Write out all of the data without omission, exactly as shown.

• SOURCE RECORDS:
· · · · ·

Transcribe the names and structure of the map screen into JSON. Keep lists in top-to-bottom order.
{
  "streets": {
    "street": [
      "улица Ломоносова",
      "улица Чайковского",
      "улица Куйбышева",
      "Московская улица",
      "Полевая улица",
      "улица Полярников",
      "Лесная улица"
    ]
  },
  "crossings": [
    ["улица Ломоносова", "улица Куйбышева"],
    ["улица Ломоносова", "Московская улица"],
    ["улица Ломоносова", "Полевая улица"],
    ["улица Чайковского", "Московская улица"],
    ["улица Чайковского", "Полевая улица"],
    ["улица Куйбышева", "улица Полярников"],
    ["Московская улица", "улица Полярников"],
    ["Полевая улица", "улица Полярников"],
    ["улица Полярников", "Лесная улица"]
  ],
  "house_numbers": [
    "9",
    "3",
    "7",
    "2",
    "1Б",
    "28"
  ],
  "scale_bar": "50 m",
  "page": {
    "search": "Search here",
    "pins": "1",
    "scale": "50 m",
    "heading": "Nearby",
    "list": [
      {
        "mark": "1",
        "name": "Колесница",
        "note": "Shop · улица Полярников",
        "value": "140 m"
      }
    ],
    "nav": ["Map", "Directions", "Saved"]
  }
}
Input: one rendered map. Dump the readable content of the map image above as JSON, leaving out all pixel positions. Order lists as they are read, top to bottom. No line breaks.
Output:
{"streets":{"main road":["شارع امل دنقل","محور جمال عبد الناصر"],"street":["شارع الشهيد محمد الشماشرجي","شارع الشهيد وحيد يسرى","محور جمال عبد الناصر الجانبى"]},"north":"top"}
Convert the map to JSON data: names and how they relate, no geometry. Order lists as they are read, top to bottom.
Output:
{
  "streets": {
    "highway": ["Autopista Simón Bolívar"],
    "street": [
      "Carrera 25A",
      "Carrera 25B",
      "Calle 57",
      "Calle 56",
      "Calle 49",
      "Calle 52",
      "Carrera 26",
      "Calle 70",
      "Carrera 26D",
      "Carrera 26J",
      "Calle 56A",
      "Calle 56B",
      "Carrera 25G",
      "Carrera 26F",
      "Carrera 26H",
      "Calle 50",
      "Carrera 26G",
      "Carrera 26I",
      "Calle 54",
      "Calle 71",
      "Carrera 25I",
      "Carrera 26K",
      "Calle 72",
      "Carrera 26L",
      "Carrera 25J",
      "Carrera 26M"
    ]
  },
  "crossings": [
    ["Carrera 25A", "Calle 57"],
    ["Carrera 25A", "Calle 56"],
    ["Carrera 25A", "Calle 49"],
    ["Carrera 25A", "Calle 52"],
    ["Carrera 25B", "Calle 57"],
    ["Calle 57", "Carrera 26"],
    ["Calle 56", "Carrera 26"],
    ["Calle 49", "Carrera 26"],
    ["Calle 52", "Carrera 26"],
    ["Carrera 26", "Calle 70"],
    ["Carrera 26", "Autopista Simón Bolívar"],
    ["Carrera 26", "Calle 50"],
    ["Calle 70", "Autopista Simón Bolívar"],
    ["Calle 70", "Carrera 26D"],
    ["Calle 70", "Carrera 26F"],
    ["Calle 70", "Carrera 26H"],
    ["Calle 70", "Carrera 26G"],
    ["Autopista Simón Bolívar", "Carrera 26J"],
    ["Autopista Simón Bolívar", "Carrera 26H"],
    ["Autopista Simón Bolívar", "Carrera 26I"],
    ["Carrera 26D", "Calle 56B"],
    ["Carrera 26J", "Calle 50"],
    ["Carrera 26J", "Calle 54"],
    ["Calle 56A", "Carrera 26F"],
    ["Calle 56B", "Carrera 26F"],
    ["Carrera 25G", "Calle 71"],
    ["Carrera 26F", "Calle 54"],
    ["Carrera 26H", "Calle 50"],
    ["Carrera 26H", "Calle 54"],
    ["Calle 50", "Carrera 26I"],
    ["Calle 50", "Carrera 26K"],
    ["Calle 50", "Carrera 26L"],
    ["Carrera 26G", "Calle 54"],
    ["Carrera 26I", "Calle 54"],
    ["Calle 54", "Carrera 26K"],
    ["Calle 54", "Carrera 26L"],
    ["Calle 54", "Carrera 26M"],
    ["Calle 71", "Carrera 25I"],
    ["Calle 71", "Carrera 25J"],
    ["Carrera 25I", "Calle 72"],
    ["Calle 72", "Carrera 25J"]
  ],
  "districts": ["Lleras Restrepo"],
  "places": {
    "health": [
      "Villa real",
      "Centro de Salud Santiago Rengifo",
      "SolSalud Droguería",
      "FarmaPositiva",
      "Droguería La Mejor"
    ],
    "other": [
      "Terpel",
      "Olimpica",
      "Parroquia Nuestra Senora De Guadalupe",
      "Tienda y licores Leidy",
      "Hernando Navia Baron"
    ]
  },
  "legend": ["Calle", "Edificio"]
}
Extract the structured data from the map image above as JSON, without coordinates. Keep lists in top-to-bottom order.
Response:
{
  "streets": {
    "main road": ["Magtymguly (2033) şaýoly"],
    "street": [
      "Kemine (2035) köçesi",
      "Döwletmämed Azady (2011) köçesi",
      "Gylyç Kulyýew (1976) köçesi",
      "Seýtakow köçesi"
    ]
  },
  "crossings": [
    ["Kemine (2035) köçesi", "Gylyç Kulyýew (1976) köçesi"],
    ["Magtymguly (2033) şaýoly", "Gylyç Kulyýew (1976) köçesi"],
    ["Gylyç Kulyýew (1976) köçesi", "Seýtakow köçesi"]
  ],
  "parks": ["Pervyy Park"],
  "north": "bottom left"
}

· · · · ·

• EXERCISE RESULT:
Transcribe the names and structure of the map screen into JSON. Keep lists in top-to-bottom order.
{
  "streets": {
    "street": [
      "улица Ломоносова",
      "улица Чайковского",
      "улица Куйбышева",
      "Московская улица",
      "Полевая улица",
      "улица Полярников",
      "Лесная улица"
    ]
  },
  "crossings": [
    ["улица Ломоносова", "улица Куйбышева"],
    ["улица Ломоносова", "Московская улица"],
    ["улица Ломоносова", "Полевая улица"],
    ["улица Чайковского", "Московская улица"],
    ["улица Чайковского", "Полевая улица"],
    ["улица Куйбышева", "улица Полярников"],
    ["Московская улица", "улица Полярников"],
    ["Полевая улица", "улица Полярников"],
    ["улица Полярников", "Лесная улица"]
  ],
  "house_numbers": [
    "9",
    "3",
    "7",
    "2",
    "1Б",
    "28"
  ],
  "scale_bar": "50 m",
  "page": {
    "search": "Search here",
    "pins": "1",
    "scale": "50 m",
    "heading": "Nearby",
    "list": [
      {
        "mark": "1",
        "name": "Колесница",
        "note": "Shop · улица Полярников",
        "value": "140 m"
      }
    ],
    "nav": ["Map", "Directions", "Saved"]
  }
}
Input: one rendered map. Dump the readable content of the map image above as JSON, leaving out all pixel positions. Order lists as they are read, top to bottom. No line breaks.
Output:
{"streets":{"main road":["شارع امل دنقل","محور جمال عبد الناصر"],"street":["شارع الشهيد محمد الشماشرجي","شارع الشهيد وحيد يسرى","محور جمال عبد الناصر الجانبى"]},"north":"top"}
Convert the map to JSON data: names and how they relate, no geometry. Order lists as they are read, top to bottom.
Output:
{
  "streets": {
    "highway": ["Autopista Simón Bolívar"],
    "street": [
      "Carrera 25A",
      "Carrera 25B",
      "Calle 57",
      "Calle 56",
      "Calle 49",
      "Calle 52",
      "Carrera 26",
      "Calle 70",
      "Carrera 26D",
      "Carrera 26J",
      "Calle 56A",
      "Calle 56B",
      "Carrera 25G",
      "Carrera 26F",
      "Carrera 26H",
      "Calle 50",
      "Carrera 26G",
      "Carrera 26I",
      "Calle 54",
      "Calle 71",
      "Carrera 25I",
      "Carrera 26K",
      "Calle 72",
      "Carrera 26L",
      "Carrera 25J",
      "Carrera 26M"
    ]
  },
  "crossings": [
    ["Carrera 25A", "Calle 57"],
    ["Carrera 25A", "Calle 56"],
    ["Carrera 25A", "Calle 49"],
    ["Carrera 25A", "Calle 52"],
    ["Carrera 25B", "Calle 57"],
    ["Calle 57", "Carrera 26"],
    ["Calle 56", "Carrera 26"],
    ["Calle 49", "Carrera 26"],
    ["Calle 52", "Carrera 26"],
    ["Carrera 26", "Calle 70"],
    ["Carrera 26", "Autopista Simón Bolívar"],
    ["Carrera 26", "Calle 50"],
    ["Calle 70", "Autopista Simón Bolívar"],
    ["Calle 70", "Carrera 26D"],
    ["Calle 70", "Carrera 26F"],
    ["Calle 70", "Carrera 26H"],
    ["Calle 70", "Carrera 26G"],
    ["Autopista Simón Bolívar", "Carrera 26J"],
    ["Autopista Simón Bolívar", "Carrera 26H"],
    ["Autopista Simón Bolívar", "Carrera 26I"],
    ["Carrera 26D", "Calle 56B"],
    ["Carrera 26J", "Calle 50"],
    ["Carrera 26J", "Calle 54"],
    ["Calle 56A", "Carrera 26F"],
    ["Calle 56B", "Carrera 26F"],
    ["Carrera 25G", "Calle 71"],
    ["Carrera 26F", "Calle 54"],
    ["Carrera 26H", "Calle 50"],
    ["Carrera 26H", "Calle 54"],
    ["Calle 50", "Carrera 26I"],
    ["Calle 50", "Carrera 26K"],
    ["Calle 50", "Carrera 26L"],
    ["Carrera 26G", "Calle 54"],
    ["Carrera 26I", "Calle 54"],
    ["Calle 54", "Carrera 26K"],
    ["Calle 54", "Carrera 26L"],
    ["Calle 54", "Carrera 26M"],
    ["Calle 71", "Carrera 25I"],
    ["Calle 71", "Carrera 25J"],
    ["Carrera 25I", "Calle 72"],
    ["Calle 72", "Carrera 25J"]
  ],
  "districts": ["Lleras Restrepo"],
  "places": {
    "health": [
      "Villa real",
      "Centro de Salud Santiago Rengifo",
      "SolSalud Droguería",
      "FarmaPositiva",
      "Droguería La Mejor"
    ],
    "other": [
      "Terpel",
      "Olimpica",
      "Parroquia Nuestra Senora De Guadalupe",
      "Tienda y licores Leidy",
      "Hernando Navia Baron"
    ]
  },
  "legend": ["Calle", "Edificio"]
}
Extract the structured data from the map image above as JSON, without coordinates. Keep lists in top-to-bottom order.
Response:
{
  "streets": {
    "main road": ["Magtymguly (2033) şaýoly"],
    "street": [
      "Kemine (2035) köçesi",
      "Döwletmämed Azady (2011) köçesi",
      "Gylyç Kulyýew (1976) köçesi",
      "Seýtakow köçesi"
    ]
  },
  "crossings": [
    ["Kemine (2035) köçesi", "Gylyç Kulyýew (1976) köçesi"],
    ["Magtymguly (2033) şaýoly", "Gylyç Kulyýew (1976) köçesi"],
    ["Gylyç Kulyýew (1976) köçesi", "Seýtakow köçesi"]
  ],
  "parks": ["Pervyy Park"],
  "north": "bottom left"
}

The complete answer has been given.